Colder and colder. One day, the last bird sings its feeble farewell and drops like a stone. On another day the final leaf falls and no more buds come. In the beginning was the word, but at the end there is only silence.

I am the storyteller at the end of time. I know how it ends. It ends like this.
‘Ah see ye not that broad broad road
That lies by the lily leven?
O that is the way of wickedness,
Tho some call it the road to Heaven.
‘And see ye not that narrow road,
All beset with thorns and briers?
O that is the way of righteousness,
Tho after it but few enquires.
‘And see ye not that bonny bonny road,
Which winds about the ferny brae?
O that is the road to fair Elfland,
Where you and I this night maun gae.’
From ‘Thomas the Rhymer’, Anon
A GOOD GAME FOR A PARTY
A game which provides little exercise, but plenty of laughter, is
Human Croquet.
A large number can take part, and no previous experience at all is required.
First the ‘hoops’ must be placed in position – scattered about the field, in approximately the same fashion as for real croquet. Each hoop consists of two people who stand facing each other, with hands clasped and arms raised so as to make an arch under which another person can walk. It will not be necessary for the hoop to remain in this position all through the game; it is quite enough if the two people assume it whenever a player is wanting to pass.

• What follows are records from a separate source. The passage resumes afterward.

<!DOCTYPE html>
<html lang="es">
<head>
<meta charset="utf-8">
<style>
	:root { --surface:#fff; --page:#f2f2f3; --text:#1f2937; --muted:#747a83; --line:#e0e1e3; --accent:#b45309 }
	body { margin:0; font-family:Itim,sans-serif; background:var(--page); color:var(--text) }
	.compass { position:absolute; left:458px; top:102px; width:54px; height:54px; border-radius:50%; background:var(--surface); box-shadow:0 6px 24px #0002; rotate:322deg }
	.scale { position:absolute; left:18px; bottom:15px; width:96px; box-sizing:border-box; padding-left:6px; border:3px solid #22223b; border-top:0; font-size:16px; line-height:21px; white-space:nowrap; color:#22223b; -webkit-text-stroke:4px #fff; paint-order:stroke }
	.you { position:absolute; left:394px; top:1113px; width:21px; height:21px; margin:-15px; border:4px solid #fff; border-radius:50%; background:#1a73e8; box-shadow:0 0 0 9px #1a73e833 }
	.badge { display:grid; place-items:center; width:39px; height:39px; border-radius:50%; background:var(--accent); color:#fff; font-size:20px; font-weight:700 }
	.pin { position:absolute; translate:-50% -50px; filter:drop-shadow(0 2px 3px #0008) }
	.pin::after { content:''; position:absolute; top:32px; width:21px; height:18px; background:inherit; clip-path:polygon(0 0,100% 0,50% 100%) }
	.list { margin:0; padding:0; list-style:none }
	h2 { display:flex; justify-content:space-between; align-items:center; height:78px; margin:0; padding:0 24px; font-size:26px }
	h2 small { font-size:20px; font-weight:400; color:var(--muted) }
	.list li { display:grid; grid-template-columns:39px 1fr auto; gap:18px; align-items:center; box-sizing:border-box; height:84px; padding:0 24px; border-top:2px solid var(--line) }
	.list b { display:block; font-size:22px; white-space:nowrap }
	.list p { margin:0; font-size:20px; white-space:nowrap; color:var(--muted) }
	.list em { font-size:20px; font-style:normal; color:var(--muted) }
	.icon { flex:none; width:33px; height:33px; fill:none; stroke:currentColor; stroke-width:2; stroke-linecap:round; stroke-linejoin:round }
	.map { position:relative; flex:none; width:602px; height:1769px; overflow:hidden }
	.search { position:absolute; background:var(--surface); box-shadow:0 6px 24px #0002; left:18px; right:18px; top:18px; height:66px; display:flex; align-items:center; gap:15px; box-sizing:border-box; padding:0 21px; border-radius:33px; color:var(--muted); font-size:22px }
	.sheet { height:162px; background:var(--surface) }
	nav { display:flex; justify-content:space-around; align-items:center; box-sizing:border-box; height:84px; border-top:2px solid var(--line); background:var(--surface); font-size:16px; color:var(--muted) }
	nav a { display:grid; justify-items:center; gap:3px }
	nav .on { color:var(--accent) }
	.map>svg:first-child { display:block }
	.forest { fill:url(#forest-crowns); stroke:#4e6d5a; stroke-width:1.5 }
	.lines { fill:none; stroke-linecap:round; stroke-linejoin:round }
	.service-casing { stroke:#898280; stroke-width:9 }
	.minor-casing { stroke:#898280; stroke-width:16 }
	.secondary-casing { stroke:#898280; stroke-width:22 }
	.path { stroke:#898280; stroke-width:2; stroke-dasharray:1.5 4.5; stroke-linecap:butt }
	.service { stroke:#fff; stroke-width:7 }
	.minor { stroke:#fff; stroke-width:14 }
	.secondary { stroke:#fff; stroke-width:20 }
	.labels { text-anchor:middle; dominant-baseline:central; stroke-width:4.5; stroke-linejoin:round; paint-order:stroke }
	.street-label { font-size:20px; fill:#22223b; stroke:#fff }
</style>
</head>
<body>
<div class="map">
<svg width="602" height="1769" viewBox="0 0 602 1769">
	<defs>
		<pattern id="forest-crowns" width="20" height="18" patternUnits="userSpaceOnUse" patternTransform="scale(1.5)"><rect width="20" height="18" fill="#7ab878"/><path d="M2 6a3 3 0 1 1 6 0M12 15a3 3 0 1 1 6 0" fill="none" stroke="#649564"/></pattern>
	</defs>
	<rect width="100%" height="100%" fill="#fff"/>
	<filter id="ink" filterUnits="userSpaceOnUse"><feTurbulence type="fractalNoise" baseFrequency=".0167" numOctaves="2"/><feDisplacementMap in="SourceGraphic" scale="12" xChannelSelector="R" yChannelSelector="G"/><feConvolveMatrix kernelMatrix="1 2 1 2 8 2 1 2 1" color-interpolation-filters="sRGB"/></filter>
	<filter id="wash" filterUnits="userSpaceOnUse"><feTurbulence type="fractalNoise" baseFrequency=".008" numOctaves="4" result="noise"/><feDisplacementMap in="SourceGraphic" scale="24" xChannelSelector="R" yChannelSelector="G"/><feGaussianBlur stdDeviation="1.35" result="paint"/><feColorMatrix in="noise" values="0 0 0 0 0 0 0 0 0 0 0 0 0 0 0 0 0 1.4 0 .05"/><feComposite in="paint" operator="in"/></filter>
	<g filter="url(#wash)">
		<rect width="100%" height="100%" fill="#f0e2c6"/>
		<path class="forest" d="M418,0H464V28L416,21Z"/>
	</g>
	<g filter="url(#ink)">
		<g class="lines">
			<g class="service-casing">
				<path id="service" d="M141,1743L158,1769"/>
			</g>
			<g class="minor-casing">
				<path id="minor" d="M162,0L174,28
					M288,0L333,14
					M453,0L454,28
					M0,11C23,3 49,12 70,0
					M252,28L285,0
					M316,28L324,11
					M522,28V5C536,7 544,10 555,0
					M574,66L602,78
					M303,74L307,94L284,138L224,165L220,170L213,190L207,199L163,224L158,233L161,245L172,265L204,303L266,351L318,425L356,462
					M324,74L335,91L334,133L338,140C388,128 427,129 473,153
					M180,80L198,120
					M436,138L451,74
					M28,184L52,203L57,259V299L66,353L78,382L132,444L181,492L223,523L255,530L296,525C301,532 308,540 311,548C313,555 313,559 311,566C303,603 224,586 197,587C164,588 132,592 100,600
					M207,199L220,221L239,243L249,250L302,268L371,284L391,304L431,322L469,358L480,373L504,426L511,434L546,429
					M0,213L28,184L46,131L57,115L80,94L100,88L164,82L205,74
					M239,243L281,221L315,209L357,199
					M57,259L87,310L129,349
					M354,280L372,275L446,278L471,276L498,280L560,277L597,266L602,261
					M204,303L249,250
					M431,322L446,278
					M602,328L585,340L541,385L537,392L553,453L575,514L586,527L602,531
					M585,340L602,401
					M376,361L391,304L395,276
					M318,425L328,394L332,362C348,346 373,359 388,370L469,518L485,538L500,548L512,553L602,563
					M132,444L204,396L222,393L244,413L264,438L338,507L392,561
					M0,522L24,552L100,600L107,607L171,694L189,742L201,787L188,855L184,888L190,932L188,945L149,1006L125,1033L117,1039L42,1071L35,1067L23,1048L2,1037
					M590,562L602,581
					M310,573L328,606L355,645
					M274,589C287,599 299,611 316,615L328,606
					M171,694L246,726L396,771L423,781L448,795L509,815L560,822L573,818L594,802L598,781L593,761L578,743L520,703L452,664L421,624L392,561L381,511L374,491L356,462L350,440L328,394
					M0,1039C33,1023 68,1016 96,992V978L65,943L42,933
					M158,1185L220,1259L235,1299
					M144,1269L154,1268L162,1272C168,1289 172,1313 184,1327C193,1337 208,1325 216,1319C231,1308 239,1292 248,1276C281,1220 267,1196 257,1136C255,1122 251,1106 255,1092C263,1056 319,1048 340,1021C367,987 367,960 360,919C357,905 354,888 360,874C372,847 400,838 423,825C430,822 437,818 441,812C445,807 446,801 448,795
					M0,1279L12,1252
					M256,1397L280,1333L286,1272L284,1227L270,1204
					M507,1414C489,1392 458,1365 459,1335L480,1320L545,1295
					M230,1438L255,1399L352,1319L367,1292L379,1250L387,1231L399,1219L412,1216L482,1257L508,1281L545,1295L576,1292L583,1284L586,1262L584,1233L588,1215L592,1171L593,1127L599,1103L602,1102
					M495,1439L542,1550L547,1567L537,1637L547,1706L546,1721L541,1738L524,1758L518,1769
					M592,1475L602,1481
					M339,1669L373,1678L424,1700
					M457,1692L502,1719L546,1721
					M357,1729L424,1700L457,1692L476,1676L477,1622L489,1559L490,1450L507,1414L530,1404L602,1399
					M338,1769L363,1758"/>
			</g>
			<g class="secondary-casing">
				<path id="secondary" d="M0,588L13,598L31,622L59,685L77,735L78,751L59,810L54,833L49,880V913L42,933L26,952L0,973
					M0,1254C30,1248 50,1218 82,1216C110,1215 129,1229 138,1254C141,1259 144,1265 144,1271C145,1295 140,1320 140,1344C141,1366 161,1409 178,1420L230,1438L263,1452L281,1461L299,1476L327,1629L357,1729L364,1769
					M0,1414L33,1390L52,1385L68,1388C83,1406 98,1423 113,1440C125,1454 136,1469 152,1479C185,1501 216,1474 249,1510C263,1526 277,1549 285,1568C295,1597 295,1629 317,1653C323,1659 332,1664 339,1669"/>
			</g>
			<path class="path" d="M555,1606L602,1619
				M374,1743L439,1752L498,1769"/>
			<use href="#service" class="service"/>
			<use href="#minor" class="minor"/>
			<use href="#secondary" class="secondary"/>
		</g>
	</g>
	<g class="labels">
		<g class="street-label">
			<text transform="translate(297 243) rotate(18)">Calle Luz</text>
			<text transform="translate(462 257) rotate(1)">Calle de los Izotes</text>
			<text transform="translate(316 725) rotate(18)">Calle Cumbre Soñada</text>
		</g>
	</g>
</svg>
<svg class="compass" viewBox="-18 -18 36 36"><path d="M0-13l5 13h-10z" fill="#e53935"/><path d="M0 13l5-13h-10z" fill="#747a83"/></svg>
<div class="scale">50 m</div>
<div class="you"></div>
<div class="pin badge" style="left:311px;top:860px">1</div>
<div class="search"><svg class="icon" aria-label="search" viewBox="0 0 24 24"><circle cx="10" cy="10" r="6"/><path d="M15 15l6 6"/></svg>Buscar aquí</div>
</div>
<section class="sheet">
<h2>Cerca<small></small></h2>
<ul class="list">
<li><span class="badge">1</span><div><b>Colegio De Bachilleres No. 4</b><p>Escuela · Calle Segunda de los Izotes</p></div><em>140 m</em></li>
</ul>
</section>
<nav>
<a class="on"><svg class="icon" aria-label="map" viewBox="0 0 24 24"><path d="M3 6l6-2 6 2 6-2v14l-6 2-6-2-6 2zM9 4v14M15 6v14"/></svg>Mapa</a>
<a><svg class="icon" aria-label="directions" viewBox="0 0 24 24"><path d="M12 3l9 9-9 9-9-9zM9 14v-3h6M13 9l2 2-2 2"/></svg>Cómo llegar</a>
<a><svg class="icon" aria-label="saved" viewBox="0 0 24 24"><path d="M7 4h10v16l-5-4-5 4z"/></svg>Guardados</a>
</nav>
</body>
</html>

Each ‘ball’ is a person who is blindfolded, and who does not move except when ordered to.

Finally, there are the ‘players’, each in charge of a ‘ball’.

As far as possible the game follows the style of ordinary croquet. Each player has one stroke in turn, and is allowed an additional one when his ball passes through a hoop or hits another ball.

To begin the play the first player gets his ball on to the starting line, standing behind him gripping his arms, and aims him at the first hoop – which of course the ball cannot see. Then the player says ‘Go,’ and the ball trots forward, until his owner calls ‘Stop.’ If the ball has passed through the hoop another ‘stroke’ is allowed; if not, the second player makes his attempt.

Every ball must run in a straight line, and must promptly stop when ordered. When two balls collide the one that is struck stays where it is, but the other is given another ‘stroke’, and ordered off afresh. No player may speak to his ball while it is in motion, except to stop it, nor touch or re-direct it in any way.

That player wins who first gets his ball through all the hoops, in their proper order, and back to the starting line, or to a post at the middle of the ‘court’.

Interest and fun is added to the game if each player and his or her ball are made to wear some distinguishing colour – either ribbon or hat or rosette, so that couples are more obviously linked.

Hoops must never move from their stations, and must give no indication of their whereabouts to oncoming balls. When one game has been played the players and balls exchange roles.